During the period, Tanzania spent a good fortune to import mostly transport equipment as well as building and construction materials leading to the non-capital transactions deficit broadening to about $2.11 billion from nearly $1.4 billion a year earlier.
“The overall balance of payments recorded a deficit of $171.6 million in the year ending October 2018 compared to a surplus of $1,601.8 million in the year to October 2017, partly on account of widening of the current account deficit,” the central bank notes in the new Monthly Economic Review (MER) published yesterday.
“The current account balance was a deficit of $2,113.6 million compared with a deficit of $1,394.2 million in the year ending October 2017, largely explained by increase in imports, particularly transport equipment, and building and construction materials,” reads the November MER.
The report says gross official reserves amounted to $5,277.8 million as at end October 2018, sufficient to cover 5.2 months of projected imports of goods and services, excluding foreign direct investment related imports. The import cover was well above the country and EAC benchmarks of four months and 4.5 months, respectively.
Meanwhile, foreign assets of banks were $998.1 million in October 2018. While imports rose by 8.8 per cent during the one-year period to about $10.3 billion, exports increased only by 1.2 per cent to around $8.7 billion that led to a trade balance deficit of $1.61 billion.

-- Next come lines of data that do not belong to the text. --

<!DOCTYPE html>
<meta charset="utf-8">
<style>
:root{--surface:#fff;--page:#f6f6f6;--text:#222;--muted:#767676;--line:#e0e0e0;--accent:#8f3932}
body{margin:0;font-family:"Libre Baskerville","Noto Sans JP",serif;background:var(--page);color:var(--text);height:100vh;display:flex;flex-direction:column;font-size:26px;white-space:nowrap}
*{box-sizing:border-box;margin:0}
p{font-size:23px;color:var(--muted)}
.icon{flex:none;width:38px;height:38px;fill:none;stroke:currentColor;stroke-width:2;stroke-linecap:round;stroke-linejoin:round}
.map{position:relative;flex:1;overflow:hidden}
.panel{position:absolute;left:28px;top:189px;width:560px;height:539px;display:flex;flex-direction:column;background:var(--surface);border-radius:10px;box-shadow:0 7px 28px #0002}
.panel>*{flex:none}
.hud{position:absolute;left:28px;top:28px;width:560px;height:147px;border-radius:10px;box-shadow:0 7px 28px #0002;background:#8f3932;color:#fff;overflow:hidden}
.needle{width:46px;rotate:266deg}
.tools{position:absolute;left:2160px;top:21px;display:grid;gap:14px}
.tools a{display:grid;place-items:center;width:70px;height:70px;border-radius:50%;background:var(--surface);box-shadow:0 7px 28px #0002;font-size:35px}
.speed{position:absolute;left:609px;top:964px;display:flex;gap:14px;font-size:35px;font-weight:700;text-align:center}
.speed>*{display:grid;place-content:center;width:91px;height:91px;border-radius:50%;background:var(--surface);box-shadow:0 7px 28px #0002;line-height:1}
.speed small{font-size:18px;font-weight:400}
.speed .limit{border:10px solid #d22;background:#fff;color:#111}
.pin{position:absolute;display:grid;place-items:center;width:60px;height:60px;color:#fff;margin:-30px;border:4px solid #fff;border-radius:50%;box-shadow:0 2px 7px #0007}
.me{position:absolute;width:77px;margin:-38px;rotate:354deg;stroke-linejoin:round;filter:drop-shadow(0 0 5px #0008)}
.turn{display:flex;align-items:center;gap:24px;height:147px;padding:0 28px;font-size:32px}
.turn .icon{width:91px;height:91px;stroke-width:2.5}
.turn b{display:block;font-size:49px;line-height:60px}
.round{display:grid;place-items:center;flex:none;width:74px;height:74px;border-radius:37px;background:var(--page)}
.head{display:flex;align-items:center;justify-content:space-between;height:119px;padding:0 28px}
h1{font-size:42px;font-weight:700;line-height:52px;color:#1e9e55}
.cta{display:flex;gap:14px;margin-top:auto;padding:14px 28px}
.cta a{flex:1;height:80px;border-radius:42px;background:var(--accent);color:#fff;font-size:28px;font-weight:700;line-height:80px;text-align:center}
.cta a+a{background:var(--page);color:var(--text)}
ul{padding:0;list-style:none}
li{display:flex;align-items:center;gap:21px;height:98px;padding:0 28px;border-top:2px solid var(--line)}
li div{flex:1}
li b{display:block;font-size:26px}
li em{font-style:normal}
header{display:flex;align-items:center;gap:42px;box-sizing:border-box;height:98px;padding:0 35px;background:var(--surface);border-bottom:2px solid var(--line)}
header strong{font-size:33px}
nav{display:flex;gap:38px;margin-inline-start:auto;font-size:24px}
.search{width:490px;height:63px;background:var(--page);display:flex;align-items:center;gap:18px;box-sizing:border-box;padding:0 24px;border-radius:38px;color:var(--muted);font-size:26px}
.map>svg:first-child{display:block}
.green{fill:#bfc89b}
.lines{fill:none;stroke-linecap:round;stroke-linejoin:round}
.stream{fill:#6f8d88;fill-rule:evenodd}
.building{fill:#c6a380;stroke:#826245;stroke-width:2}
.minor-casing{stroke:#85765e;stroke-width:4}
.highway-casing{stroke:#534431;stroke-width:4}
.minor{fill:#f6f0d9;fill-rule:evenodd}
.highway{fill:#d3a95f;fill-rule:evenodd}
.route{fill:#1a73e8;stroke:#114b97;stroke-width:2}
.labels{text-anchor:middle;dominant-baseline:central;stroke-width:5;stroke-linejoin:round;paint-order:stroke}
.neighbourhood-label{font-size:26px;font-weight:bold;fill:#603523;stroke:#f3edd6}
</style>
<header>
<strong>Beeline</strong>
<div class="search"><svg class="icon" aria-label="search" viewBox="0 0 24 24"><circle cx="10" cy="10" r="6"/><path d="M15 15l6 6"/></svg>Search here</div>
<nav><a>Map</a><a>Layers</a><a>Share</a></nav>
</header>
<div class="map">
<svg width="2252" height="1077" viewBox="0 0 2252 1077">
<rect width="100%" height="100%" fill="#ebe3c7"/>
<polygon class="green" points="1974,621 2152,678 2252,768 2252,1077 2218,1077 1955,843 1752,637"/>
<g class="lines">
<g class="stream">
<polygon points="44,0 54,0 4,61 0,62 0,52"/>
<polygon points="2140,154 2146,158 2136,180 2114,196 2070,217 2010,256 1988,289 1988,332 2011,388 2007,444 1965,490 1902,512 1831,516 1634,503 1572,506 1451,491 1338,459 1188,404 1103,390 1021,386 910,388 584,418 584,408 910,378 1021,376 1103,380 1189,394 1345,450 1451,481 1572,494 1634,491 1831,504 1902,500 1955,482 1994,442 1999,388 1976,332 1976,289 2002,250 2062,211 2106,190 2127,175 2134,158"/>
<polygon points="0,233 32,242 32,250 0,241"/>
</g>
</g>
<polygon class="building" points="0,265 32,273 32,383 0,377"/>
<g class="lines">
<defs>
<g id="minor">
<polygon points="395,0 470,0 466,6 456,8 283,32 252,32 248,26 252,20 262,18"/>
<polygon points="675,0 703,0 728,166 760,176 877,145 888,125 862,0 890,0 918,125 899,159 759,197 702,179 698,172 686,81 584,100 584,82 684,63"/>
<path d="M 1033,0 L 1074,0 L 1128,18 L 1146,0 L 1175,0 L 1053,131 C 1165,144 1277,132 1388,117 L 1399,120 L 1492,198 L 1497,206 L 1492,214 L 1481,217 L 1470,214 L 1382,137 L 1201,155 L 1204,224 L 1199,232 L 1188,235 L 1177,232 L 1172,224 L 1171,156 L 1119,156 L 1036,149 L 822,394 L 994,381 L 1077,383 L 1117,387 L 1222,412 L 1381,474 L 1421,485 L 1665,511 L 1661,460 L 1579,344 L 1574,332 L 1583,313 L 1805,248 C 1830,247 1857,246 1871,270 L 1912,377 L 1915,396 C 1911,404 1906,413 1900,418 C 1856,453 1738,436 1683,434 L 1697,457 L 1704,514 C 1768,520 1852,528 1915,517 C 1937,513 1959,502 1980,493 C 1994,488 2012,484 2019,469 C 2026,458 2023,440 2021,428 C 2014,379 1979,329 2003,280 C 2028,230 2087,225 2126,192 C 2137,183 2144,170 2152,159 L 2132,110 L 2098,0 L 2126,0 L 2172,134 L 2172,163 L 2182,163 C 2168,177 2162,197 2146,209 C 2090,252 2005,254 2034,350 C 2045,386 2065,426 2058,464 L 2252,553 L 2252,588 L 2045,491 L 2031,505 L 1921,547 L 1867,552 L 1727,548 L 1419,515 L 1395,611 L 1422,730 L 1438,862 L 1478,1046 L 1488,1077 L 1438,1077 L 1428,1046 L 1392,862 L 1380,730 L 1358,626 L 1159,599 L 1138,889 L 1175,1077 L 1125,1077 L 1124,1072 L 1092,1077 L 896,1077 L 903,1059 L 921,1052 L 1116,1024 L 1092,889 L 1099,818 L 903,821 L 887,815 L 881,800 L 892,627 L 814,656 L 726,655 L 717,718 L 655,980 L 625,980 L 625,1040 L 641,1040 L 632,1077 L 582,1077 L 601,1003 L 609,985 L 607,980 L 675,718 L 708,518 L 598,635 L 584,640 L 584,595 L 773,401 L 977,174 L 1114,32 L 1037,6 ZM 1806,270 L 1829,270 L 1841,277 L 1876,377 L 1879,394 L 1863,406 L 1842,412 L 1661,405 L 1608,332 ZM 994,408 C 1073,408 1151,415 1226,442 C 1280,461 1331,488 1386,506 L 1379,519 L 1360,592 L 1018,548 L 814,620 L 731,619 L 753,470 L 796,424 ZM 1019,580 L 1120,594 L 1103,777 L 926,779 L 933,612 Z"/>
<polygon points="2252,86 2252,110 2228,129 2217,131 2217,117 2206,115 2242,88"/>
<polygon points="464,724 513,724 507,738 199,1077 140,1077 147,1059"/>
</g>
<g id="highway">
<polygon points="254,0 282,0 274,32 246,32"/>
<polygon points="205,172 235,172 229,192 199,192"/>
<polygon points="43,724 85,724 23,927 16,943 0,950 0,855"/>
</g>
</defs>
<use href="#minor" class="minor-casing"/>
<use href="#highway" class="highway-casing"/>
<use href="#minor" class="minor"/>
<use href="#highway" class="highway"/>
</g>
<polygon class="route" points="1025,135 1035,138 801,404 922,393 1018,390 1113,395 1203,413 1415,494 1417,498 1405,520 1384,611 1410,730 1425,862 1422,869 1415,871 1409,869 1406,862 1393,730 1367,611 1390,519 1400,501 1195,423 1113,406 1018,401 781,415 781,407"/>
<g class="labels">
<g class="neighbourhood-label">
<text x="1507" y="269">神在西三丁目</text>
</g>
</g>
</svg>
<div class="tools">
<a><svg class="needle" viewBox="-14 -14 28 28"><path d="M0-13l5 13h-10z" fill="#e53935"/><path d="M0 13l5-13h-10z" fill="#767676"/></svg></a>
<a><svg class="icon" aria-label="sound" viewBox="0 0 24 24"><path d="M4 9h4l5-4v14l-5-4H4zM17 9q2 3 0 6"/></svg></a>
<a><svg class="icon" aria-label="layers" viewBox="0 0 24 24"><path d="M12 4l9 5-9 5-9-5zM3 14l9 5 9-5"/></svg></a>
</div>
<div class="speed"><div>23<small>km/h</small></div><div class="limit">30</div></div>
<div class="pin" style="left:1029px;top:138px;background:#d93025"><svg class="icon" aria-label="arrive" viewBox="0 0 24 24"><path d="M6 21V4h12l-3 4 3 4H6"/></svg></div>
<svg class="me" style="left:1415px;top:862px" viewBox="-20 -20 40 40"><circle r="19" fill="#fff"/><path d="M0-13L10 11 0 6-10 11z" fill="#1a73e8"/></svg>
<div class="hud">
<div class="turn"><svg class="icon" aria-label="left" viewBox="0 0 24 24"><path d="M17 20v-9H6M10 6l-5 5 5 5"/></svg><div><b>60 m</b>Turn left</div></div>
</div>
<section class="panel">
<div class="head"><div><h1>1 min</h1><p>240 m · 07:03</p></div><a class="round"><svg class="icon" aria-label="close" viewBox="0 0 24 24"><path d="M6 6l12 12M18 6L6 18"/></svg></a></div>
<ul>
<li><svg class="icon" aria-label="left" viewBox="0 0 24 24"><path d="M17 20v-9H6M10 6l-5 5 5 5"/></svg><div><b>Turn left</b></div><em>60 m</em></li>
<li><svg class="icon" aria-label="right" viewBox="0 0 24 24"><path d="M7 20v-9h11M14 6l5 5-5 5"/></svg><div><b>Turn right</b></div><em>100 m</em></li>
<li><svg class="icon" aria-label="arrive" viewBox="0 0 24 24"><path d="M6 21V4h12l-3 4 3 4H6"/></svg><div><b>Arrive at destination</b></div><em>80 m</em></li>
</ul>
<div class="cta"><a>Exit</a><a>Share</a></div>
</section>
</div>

BoT says that exports of goods and services increased to $8,742 million in the year ending October 2018 from $8,638.9 million in the corresponding period in 2017, supported by good performance of traditional goods exports and increase in service receipts. The value of traditional goods exports rose by 38.4 per cent to $1,115.1 million following an increase in export values of all traditional crops, save for coffee and tea.
“The increase in export value of cotton, sisal, tobacco and cloves was on account of volume, while for cashew nuts was due to both volume and export price. The decline in export value of coffee and tea was mostly due to a fall in export prices,” the central bank explains in the new MER.

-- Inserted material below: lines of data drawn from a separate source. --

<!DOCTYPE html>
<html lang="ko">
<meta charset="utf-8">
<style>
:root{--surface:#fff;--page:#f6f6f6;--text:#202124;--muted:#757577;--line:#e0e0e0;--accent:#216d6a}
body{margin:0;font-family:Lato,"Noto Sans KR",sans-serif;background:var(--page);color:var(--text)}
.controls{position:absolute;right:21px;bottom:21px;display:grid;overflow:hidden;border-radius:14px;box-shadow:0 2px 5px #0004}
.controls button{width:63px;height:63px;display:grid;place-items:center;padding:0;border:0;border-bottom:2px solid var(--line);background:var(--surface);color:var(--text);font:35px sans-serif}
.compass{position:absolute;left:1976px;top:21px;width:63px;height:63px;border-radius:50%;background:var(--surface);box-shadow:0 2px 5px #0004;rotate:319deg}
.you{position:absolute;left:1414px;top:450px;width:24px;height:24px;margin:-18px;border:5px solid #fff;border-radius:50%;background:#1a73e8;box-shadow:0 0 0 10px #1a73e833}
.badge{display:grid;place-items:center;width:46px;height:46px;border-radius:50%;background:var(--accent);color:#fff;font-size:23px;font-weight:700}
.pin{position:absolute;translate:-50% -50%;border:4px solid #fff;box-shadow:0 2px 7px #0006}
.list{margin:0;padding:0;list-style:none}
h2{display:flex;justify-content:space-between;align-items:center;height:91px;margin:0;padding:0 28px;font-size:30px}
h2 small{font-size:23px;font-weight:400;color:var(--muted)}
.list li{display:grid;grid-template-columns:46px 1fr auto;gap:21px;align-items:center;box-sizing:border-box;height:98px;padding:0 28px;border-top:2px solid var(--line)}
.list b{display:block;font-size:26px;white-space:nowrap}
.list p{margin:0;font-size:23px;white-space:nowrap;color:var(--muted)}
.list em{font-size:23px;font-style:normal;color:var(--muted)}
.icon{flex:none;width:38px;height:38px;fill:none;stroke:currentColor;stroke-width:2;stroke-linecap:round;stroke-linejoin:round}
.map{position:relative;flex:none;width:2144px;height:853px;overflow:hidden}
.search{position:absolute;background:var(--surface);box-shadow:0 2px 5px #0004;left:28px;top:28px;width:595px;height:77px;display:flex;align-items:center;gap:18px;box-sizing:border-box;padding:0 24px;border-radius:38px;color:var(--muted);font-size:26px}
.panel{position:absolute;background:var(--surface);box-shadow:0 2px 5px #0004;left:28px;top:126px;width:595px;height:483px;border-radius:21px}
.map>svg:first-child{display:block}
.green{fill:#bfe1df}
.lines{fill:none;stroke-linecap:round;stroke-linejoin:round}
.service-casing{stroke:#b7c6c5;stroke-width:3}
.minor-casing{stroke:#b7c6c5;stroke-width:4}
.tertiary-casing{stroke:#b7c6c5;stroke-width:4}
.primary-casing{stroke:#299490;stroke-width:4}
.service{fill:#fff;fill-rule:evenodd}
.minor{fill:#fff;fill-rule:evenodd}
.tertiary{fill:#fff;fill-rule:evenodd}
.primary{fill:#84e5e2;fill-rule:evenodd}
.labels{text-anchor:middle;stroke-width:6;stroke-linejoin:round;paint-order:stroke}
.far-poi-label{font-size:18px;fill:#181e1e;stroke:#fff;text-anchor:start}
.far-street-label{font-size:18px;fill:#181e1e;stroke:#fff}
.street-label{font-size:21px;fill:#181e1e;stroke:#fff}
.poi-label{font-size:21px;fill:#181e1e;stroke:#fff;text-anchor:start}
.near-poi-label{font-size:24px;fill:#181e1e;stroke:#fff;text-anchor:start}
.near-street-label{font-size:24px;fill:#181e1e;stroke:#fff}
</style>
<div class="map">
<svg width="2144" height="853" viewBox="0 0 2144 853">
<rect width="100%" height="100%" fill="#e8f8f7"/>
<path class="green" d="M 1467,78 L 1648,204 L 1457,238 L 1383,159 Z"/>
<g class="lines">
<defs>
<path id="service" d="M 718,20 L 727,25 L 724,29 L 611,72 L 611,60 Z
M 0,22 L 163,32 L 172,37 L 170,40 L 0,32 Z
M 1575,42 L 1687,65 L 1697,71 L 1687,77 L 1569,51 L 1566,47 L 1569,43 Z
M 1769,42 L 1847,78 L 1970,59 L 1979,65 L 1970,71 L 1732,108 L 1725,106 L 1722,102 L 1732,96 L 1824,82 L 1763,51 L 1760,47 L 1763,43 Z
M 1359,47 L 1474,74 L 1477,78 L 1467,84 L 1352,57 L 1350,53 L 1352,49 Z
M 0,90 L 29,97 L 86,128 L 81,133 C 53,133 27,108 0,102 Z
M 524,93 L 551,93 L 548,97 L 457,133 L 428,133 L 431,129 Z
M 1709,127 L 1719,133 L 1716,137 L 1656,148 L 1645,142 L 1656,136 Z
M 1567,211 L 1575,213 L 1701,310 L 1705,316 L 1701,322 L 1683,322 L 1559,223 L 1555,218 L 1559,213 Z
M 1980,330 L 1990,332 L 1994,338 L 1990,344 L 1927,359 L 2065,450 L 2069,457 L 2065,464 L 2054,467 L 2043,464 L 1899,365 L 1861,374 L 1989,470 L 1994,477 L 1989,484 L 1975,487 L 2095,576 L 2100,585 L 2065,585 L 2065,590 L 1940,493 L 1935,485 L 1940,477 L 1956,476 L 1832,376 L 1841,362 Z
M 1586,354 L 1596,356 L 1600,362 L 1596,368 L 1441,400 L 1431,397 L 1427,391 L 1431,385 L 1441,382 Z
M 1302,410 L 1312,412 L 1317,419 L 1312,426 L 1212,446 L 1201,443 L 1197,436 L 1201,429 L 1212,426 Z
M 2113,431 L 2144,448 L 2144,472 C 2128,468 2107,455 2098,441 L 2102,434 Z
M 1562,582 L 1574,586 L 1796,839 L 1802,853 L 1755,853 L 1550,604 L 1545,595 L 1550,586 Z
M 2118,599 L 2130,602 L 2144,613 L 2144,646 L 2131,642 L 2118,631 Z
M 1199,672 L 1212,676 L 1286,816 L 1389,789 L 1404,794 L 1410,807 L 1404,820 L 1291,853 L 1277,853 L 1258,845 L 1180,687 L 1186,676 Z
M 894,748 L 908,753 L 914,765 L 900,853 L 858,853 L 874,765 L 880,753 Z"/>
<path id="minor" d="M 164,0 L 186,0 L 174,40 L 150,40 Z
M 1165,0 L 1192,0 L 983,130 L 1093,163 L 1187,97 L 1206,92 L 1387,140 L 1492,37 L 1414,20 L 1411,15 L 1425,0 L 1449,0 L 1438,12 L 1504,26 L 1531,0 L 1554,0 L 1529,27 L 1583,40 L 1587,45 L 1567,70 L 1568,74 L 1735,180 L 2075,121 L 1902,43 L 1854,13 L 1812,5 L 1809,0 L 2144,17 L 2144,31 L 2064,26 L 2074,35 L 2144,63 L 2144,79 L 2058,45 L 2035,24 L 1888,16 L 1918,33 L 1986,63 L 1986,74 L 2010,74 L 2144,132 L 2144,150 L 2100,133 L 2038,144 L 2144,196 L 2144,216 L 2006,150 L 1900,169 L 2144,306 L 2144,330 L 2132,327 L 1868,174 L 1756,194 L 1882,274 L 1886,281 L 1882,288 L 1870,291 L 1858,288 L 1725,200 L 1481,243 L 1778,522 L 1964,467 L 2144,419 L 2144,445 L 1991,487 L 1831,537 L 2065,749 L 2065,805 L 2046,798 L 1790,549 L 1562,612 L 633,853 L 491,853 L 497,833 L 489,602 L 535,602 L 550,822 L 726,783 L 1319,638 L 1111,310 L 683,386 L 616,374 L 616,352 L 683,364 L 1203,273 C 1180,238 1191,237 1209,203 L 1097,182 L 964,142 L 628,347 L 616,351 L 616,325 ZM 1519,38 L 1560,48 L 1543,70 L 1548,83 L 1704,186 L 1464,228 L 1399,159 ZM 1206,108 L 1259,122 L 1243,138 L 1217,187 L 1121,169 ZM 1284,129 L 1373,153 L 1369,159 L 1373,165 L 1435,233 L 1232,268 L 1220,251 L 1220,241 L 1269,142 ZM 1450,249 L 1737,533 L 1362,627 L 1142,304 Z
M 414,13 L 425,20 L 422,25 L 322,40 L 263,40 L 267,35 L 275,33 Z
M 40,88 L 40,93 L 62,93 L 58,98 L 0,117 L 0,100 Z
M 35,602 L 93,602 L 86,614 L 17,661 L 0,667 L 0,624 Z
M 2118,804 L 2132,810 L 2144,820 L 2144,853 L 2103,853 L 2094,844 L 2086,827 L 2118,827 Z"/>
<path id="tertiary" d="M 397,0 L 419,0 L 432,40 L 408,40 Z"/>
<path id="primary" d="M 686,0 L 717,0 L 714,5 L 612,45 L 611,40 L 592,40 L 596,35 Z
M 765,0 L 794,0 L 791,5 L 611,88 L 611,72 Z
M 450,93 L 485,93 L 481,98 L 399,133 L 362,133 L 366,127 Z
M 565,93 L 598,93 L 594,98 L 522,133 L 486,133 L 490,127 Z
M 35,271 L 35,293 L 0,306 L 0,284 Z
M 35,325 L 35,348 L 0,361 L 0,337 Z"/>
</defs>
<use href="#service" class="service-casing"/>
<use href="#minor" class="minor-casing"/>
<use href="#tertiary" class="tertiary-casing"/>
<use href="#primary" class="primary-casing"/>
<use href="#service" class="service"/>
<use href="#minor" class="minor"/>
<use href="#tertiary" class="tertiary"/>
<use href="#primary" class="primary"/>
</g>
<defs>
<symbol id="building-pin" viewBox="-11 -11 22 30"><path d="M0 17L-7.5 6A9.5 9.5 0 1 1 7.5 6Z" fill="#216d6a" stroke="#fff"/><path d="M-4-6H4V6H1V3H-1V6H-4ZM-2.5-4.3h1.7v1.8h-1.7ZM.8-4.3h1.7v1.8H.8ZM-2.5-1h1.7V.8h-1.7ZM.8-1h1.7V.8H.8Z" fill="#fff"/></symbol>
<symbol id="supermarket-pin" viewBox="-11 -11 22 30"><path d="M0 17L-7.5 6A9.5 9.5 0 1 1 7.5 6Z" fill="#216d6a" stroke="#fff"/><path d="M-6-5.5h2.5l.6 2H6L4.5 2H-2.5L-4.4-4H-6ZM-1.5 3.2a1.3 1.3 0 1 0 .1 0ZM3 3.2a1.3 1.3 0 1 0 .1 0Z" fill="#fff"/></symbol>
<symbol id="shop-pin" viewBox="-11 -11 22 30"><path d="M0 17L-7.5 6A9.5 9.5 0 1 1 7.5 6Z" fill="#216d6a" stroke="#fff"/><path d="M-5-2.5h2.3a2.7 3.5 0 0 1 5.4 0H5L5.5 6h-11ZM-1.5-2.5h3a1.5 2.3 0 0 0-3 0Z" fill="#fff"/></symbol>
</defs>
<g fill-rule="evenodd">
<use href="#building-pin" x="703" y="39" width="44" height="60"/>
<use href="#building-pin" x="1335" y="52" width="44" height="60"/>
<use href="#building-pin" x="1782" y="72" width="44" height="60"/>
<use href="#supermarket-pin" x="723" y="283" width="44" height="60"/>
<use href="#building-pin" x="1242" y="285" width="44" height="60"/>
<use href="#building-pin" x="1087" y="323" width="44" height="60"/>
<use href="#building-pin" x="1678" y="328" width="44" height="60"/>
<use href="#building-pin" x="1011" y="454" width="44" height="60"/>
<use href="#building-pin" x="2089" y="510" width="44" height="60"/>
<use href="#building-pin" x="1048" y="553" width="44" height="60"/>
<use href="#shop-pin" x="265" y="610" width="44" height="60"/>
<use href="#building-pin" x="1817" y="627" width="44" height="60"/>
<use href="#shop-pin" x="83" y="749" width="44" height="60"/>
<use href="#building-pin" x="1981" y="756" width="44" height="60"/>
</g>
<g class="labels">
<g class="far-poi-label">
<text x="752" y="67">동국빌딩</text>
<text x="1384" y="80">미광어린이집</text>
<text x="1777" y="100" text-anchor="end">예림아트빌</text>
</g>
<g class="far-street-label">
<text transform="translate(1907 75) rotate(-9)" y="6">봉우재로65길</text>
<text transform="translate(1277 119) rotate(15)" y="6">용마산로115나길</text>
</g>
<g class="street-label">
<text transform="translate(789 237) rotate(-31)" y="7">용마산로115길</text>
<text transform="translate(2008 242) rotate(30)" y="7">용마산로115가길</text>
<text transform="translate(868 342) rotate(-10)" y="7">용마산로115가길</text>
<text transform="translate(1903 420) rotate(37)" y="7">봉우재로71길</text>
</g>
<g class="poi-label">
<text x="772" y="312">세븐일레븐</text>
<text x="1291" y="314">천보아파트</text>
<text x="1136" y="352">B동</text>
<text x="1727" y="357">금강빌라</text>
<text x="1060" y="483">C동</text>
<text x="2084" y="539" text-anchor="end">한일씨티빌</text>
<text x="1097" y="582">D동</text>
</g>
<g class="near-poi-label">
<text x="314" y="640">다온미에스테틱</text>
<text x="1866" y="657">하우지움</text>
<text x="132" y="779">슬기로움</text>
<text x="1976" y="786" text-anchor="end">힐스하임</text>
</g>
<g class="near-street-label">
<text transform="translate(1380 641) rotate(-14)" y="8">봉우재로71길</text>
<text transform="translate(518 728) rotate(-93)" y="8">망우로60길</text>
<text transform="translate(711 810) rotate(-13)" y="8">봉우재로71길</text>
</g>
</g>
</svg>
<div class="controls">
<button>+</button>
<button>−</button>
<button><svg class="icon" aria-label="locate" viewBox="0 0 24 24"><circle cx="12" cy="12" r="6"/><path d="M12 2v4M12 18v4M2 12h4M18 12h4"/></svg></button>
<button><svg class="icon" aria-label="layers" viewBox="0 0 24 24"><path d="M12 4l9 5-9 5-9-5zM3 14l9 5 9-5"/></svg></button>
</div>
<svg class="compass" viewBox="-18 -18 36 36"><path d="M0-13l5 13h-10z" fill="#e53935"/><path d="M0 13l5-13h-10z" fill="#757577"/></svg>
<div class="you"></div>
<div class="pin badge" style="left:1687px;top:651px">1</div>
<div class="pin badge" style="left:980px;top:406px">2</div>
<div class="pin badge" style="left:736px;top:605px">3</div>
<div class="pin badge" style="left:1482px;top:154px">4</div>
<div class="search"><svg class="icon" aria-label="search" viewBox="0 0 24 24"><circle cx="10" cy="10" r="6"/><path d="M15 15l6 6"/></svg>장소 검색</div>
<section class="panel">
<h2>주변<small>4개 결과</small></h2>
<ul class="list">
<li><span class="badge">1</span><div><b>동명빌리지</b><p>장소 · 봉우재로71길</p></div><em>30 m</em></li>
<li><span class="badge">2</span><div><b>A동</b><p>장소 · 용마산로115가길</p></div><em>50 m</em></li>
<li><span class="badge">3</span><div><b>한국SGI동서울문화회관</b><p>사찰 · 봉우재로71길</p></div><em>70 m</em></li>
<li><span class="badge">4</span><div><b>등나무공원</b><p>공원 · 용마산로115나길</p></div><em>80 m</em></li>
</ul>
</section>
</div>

Non-traditional exports value dropped to $3,200.4 million in the year ending October 2018 from $3,575.9 million. All categories of non-traditional goods exports recorded declines during the year, save for horticultural products.
“It is worth noting that the decrease in export value of gold—the leading non-traditional good—was on account of a decline in volume,” BoT notes in the report.
Foreign exchange earnings from services amounted to $3,994.9 million in the year ending October 2018 compared with $3,819.0 million in the year ending October 2017, driven by travel and transport receipts. Travel receipts, which are dominated by tourism, rose by 7.3 per cent to $2,406.1 million owing to increase in number of tourist arrivals.
Transport receipts went up by 10.9 per cent to $1,237.7 million on account of increase in the volume of transit goods to/and from neighbouring countries particularly Zambia, Democratic Republic of the Congo and Burundi, following improvement of operations at the Dar es Salaam port, including removal of value added tax on auxiliary services of transit cargo and reduced road blocks.
The MER says that the goods and services import bill increased by 8.8 per cent from the amount paid in the year ending October 2017 to $10,357.4 million in the year ending October 2018. Goods import amounted to $8,143.3 million compared with $7,528.5 million in the year to October 2017, with all the import categories recording increases.
“A notable increase was observed in capital and intermediate goods that is much associated with the on-going infrastructural development projects, including construction of standard gauge railway, roads and bridges, airports, and ports.
Meanwhile, the rise in intermediate goods import bill was largely explained by an increase in the value of oil imports,” BoT explains.
Oil imports—the second largest in goods imports—went up by 3.4 per cent to $1,916.8 million following increase in both volume and price, consistent with global market price developments.
By contrast, importation of food and food stuff substantially declined in the year ending October 2018 on account of adequate supply of food across the country following good harvest during 2017/18 food crop-season.
Services payment increased to $2,214.1 million in the year to October 2018 from $1,988.0 million in the previous year, largely following increase in transport and other business services payments.
Payments with respect to transport, particularly freight, which accounted for the largest share of services payment, rose by 7.5 per cent in line with increase in goods imports.